Áreas verdes: vecinos tienen un rol clave

Las araucarias y palmeras que fácilmente alcanzan los 15 metros de altura y que son parte de la veintena de árboles que dan vida a la pequeña plaza Coiquén de la homónima villa, son fieles testigos del esfuerzo vecinal por mantener en buenas condiciones el espacio. Hace cinco décadas el pequeño terreno ubicado entre los pasajes Lastarria y Los Avellanos no era más que un paño que servía solo para acumular basura.

El desaprovechamiento urbano del espacio pensado originalmente como área verde y ante la falta de proyectos municipales para rescatar el lugar, el vecino José Rubilar decidió plantar los primeros árboles y sembrar prado, según recuerda Gonzalo Rubilar, hijo del octogenario.

“Después que mi papá partió con la iniciativa hace 50 años, todos se dieron cuenta que era necesario cuidar ese terreno como zona de encuentro vecinal.

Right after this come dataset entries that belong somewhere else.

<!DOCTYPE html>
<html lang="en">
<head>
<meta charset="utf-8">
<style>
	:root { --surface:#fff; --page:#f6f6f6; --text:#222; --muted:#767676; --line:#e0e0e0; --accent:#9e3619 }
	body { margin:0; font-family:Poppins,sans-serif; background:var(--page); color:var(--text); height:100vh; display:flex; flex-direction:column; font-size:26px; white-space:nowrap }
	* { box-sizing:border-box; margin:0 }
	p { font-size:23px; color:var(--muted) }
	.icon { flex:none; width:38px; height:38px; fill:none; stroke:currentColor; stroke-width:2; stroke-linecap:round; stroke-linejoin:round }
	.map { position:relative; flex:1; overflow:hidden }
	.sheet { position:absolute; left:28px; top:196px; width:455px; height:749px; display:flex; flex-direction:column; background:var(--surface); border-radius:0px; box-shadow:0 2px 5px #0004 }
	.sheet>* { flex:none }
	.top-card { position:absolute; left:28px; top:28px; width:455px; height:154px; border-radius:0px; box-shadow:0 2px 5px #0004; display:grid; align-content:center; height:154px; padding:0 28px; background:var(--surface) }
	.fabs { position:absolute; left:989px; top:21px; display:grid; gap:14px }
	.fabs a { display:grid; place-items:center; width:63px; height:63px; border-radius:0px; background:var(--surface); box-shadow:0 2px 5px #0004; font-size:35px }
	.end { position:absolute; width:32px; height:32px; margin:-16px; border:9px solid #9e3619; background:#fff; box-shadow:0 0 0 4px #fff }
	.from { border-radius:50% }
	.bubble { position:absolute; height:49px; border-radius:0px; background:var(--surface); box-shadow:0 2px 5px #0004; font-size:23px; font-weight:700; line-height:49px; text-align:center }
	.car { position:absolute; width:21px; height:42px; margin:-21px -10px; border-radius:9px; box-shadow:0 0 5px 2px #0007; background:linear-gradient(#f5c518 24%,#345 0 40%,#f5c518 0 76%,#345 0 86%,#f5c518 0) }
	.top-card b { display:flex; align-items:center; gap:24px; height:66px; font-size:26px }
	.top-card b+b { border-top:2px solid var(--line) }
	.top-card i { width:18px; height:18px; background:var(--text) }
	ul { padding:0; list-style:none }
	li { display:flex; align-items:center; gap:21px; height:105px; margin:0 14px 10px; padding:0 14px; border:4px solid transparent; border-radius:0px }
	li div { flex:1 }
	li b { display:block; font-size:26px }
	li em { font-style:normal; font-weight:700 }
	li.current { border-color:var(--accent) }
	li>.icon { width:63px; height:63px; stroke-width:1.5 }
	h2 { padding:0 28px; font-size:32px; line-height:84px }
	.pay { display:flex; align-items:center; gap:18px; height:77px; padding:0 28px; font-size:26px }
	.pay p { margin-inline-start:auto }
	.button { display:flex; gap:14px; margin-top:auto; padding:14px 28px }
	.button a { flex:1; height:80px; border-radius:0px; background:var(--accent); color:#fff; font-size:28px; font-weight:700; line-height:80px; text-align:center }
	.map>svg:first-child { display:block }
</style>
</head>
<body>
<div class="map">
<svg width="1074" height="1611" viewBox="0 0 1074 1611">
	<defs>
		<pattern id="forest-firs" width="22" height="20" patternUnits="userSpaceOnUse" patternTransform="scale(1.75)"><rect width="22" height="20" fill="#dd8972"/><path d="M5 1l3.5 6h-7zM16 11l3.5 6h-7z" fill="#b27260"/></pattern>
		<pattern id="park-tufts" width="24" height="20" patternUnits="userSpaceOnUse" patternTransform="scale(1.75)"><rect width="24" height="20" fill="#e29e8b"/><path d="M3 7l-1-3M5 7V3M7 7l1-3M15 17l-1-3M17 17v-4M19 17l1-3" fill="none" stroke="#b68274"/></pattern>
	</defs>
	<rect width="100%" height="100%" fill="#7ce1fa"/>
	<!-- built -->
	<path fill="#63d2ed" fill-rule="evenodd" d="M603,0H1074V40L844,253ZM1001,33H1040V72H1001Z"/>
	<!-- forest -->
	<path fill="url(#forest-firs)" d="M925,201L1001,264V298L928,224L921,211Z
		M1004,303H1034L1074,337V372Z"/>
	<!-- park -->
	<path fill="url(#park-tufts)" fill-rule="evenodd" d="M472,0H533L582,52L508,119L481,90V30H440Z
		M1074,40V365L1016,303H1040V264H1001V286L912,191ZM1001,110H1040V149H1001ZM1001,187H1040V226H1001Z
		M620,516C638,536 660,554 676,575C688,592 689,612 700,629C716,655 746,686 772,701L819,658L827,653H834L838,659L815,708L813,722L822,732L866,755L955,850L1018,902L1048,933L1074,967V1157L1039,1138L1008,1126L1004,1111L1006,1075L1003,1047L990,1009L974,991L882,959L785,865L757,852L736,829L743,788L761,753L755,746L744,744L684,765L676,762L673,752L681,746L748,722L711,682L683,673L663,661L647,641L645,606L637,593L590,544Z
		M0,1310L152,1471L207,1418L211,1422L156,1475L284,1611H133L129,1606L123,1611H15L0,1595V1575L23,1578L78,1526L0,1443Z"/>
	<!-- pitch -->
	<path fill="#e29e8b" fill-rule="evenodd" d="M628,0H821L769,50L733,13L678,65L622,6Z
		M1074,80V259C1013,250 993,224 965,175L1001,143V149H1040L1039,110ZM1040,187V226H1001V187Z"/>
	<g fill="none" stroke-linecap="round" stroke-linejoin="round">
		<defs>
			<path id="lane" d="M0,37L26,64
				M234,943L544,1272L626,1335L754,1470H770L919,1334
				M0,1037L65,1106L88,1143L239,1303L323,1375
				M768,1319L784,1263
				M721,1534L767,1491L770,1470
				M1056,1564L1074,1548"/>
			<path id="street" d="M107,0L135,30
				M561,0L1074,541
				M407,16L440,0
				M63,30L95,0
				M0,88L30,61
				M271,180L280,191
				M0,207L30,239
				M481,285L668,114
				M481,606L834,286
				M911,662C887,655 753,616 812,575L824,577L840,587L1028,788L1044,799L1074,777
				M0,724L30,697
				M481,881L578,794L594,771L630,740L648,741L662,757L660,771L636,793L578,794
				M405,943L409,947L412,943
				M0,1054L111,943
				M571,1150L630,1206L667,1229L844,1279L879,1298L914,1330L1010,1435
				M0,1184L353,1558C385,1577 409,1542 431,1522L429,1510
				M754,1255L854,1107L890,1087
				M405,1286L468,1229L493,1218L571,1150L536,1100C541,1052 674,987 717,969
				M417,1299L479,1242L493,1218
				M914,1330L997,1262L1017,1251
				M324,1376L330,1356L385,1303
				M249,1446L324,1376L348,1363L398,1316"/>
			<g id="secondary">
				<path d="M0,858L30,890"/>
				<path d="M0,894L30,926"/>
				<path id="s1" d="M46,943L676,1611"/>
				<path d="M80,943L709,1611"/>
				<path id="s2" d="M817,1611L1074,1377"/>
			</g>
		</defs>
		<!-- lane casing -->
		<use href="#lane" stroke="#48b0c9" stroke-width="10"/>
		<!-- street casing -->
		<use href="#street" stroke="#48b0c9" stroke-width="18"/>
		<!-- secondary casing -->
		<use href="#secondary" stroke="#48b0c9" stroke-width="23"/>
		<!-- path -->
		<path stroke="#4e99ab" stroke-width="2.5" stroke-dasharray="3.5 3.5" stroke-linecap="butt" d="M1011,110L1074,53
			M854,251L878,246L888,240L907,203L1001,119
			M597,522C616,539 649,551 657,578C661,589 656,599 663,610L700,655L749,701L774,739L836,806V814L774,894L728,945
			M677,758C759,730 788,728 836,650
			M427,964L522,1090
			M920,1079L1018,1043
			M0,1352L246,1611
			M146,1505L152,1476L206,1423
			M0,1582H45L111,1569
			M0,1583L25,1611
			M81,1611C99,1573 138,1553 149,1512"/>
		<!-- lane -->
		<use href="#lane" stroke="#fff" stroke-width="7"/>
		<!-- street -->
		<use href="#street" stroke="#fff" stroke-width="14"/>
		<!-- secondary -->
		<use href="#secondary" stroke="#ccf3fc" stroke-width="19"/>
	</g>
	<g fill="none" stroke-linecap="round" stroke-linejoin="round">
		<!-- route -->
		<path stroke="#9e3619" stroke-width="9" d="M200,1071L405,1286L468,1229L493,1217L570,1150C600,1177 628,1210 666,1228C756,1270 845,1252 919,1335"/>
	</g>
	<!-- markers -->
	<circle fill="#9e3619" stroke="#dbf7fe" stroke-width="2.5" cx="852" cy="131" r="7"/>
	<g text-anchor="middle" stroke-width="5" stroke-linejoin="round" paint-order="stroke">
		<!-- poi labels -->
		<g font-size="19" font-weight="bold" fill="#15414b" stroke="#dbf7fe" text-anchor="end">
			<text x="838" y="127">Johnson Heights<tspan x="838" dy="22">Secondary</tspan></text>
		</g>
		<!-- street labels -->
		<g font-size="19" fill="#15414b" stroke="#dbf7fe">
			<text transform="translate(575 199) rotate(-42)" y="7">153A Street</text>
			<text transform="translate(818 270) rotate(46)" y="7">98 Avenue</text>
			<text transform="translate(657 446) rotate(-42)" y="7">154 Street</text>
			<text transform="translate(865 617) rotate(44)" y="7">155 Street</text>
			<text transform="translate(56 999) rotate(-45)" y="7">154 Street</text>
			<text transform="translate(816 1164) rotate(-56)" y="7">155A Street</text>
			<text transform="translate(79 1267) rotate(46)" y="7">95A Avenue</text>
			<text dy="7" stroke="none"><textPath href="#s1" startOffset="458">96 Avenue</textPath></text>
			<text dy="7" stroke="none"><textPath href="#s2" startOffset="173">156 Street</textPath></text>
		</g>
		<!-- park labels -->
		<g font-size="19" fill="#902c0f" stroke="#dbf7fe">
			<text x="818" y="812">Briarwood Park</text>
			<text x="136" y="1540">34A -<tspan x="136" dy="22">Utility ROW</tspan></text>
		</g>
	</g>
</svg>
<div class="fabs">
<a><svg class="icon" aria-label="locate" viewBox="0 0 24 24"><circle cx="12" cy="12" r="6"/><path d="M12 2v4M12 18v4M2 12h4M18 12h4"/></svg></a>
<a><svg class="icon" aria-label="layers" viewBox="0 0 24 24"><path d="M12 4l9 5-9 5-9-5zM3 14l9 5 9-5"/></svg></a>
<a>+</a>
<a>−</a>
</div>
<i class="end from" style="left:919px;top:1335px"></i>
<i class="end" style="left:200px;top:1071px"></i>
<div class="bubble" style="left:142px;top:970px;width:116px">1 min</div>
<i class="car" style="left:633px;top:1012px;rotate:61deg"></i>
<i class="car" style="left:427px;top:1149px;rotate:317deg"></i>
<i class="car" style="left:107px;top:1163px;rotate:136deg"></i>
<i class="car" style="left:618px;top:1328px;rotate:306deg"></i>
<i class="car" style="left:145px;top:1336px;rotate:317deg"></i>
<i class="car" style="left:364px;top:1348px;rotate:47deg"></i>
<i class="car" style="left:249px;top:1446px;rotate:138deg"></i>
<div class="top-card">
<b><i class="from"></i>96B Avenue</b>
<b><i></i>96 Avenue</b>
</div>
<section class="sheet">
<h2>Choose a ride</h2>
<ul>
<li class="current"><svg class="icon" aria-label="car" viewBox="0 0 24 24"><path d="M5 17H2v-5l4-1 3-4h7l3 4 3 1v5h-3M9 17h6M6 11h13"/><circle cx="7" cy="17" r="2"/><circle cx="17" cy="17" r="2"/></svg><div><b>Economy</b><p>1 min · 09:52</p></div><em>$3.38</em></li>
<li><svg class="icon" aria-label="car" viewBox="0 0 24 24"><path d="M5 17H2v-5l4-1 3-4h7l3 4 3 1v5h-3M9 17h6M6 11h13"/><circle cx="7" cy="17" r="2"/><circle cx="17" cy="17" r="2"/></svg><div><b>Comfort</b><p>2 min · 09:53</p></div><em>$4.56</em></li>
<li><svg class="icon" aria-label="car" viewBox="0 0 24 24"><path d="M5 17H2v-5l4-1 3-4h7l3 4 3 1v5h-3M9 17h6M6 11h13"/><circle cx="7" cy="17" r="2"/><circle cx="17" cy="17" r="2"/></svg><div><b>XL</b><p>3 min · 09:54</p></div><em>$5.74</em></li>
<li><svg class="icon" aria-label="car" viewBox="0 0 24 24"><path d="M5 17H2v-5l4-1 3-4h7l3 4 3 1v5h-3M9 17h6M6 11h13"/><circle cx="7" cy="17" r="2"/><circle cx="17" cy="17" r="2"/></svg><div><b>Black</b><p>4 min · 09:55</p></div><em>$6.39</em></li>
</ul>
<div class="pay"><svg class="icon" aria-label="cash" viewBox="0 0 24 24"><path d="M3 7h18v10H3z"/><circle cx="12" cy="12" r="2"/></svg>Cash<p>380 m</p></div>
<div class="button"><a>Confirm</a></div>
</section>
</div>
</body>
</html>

Entre todos los propietarios acordaron financiar los gastos que mi papá hacía en el cuidado de la plaza, hasta que después, con el tiempo, el municipio se hizo responsable de la mantención”, comenta Rubilar.

Ana Palma vive en el pasaje Los Copihues, justo al frente del espacio público y admite que el lugar es un verdadero orgullo para todos los vecinos, porque demuestra el compromiso asumido desde hace muchos años; de hecho, afirma que constantemente se preocupan de que nadie arroje basura y que no se dañen las siete bancas instaladas.

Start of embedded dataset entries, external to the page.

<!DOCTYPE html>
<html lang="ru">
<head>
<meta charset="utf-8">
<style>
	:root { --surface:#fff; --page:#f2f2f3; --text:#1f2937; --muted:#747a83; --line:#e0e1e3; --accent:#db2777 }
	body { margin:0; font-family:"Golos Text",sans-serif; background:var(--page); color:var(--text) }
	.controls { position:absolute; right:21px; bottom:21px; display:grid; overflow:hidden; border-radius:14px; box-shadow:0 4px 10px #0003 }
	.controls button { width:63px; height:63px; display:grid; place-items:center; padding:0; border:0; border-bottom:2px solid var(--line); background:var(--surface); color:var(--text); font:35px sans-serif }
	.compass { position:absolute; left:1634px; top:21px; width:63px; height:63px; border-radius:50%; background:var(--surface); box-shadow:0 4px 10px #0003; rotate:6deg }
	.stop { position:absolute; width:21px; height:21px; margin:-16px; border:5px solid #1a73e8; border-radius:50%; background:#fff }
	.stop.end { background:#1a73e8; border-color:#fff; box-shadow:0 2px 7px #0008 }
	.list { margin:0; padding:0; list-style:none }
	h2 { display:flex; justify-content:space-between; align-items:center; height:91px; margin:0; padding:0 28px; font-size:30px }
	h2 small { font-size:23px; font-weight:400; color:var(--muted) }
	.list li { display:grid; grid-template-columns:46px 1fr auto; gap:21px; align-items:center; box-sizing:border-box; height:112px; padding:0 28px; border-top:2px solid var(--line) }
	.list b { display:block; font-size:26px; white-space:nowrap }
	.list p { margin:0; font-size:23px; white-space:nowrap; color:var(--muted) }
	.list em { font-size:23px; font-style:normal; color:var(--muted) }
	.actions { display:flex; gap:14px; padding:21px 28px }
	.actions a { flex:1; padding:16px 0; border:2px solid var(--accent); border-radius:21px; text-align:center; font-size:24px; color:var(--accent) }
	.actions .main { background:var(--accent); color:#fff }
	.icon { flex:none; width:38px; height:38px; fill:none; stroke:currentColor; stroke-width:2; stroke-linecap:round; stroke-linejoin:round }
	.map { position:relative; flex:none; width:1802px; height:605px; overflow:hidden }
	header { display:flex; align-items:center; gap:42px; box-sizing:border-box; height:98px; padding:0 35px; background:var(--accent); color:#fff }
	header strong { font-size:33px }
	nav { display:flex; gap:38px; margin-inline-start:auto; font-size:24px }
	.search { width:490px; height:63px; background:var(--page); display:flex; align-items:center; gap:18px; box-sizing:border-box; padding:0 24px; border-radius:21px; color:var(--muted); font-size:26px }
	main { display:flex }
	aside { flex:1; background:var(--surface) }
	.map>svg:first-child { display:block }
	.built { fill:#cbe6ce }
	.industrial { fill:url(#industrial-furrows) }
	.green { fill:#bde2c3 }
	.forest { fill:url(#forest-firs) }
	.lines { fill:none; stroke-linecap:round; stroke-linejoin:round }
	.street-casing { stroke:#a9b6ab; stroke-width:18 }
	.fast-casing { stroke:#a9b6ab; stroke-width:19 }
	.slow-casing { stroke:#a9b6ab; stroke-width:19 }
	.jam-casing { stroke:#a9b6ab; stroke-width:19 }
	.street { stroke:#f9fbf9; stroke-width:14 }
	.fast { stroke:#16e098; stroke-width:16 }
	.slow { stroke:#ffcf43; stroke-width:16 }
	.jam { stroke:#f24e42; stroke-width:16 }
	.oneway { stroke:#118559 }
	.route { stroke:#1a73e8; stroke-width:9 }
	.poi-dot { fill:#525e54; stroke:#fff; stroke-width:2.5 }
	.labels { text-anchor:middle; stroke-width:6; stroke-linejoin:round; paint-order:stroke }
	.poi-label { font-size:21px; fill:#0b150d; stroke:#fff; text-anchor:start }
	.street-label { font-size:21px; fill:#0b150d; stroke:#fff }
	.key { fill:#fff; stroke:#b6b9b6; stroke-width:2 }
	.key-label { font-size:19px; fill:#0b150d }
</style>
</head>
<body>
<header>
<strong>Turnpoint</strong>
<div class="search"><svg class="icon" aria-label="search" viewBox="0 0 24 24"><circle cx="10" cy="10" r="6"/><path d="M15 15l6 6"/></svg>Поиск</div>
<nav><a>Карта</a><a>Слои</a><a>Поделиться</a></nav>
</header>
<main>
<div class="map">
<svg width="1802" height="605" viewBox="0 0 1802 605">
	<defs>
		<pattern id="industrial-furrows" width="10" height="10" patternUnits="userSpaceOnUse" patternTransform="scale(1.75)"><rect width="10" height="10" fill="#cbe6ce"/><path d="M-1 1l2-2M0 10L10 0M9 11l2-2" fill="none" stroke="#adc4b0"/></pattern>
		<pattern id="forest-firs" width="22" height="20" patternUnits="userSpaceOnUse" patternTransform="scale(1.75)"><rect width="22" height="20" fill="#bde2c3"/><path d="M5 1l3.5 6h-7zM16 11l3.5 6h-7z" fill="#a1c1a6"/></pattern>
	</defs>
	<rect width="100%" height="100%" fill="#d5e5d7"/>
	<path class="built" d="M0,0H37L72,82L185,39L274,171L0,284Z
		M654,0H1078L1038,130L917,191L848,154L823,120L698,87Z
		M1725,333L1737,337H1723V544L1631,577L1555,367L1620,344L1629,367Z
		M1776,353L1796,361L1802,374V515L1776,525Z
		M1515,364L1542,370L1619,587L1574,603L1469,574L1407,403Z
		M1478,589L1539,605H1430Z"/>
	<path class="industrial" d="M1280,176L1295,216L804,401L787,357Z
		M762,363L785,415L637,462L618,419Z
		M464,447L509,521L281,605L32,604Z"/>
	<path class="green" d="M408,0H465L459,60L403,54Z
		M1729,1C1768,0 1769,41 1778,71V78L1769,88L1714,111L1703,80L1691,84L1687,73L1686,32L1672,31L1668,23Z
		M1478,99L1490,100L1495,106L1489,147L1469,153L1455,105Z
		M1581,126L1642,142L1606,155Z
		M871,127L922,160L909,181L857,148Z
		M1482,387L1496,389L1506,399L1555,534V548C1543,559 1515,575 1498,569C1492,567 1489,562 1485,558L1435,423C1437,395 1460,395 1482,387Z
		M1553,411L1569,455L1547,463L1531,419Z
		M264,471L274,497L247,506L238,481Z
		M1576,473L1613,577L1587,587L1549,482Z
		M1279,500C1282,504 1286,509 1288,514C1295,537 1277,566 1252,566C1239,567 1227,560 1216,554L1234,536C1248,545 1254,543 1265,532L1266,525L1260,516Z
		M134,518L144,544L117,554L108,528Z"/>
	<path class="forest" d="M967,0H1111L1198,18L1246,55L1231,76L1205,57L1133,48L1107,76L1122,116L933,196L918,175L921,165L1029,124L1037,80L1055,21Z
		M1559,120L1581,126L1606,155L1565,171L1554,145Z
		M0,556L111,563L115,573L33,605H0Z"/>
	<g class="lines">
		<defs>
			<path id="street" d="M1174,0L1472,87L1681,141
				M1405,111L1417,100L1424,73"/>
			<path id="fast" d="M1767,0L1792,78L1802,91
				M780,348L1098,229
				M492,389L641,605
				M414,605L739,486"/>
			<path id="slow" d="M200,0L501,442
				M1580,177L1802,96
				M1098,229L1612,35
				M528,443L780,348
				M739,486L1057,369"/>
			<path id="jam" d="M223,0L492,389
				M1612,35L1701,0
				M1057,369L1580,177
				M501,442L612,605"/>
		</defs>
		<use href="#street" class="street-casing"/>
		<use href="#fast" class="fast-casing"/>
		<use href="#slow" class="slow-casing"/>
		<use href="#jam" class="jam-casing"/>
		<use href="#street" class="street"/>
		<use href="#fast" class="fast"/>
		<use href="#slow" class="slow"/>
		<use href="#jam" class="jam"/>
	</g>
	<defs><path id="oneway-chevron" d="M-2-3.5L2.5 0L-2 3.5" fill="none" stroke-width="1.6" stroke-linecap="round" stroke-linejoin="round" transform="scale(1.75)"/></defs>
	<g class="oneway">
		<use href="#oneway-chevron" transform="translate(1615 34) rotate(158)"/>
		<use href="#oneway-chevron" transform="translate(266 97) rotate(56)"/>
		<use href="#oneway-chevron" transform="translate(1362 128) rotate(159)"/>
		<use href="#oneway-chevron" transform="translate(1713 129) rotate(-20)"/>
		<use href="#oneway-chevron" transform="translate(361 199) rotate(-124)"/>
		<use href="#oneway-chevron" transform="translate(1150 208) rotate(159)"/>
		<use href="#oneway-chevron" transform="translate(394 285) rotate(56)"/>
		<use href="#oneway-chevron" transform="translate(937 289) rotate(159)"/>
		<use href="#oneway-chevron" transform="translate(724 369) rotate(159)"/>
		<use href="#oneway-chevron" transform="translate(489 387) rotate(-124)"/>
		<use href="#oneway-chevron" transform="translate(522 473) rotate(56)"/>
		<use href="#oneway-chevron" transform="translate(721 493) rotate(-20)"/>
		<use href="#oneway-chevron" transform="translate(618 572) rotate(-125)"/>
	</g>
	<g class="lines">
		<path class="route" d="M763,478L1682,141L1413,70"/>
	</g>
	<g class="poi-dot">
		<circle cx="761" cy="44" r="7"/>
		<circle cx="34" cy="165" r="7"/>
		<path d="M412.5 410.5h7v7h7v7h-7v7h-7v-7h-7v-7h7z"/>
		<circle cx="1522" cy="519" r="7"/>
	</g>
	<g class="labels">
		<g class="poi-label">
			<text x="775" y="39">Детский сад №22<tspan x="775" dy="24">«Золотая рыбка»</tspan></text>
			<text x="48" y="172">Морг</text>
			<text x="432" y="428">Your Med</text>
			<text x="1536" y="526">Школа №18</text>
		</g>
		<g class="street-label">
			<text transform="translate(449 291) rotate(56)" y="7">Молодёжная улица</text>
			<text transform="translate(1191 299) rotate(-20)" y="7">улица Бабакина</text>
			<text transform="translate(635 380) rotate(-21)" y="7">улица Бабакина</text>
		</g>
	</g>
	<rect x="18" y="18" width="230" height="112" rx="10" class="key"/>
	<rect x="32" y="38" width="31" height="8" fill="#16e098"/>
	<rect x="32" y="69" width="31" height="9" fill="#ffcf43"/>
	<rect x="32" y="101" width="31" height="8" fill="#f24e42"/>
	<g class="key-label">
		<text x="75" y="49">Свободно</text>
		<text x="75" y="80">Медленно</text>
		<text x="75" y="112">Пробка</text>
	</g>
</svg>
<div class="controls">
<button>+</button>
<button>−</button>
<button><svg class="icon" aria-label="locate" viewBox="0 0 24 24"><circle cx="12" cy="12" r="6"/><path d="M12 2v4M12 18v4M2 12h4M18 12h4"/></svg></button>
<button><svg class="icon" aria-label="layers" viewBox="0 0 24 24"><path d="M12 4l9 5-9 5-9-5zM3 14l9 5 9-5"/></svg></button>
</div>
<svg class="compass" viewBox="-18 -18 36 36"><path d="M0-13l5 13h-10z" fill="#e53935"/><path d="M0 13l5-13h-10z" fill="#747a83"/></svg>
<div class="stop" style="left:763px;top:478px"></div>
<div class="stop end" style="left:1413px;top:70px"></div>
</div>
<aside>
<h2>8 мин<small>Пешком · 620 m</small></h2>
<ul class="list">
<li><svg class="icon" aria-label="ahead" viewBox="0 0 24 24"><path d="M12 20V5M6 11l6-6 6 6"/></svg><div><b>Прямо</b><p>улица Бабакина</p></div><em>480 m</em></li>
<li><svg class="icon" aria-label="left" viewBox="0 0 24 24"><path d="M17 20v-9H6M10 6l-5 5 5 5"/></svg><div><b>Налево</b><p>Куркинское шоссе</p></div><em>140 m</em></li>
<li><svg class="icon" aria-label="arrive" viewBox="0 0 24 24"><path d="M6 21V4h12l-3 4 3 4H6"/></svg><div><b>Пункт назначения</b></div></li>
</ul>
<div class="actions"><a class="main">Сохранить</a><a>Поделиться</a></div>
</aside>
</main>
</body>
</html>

Por su parte, Patricia Ocampo, quien vive en las cercanías de la Plaza Rosita O’Higgins, advierte que si bien la empresa concesionaria encargada de tener en óptimas condiciones las áreas verdes (Núcleo Paisajismo) cumple con su trabajo, opina que la unión vecinal también pone de su parte.

Desinterés

Poco más de un año de remodelada tiene la plaza ornamental que abarca casi media hectárea entre las calles Cerro Constancia, Los Picunches y Cerro Aracar en la villa Nevados 1, en el sector oriente. Columpios con los asientos rotos, papeleros retirados de cuajo, prados que se resisten a morir y basura desperdigada es el panorama diario.

“Uno trata de cuidar y mantener limpio, pero hay otros que no les interesa nada; botan basura y hasta los basureros los quemaron. La tapa que cubre la llave para regar la plaza la he soldado dos veces y otra vez está rota; no cuidan, pero después son buenos para criticar al municipio diciendo que no se hace nada(...) La junta de vecinos tampoco se ve que sea relevante e influyente”, comenta Cristian Muñoz.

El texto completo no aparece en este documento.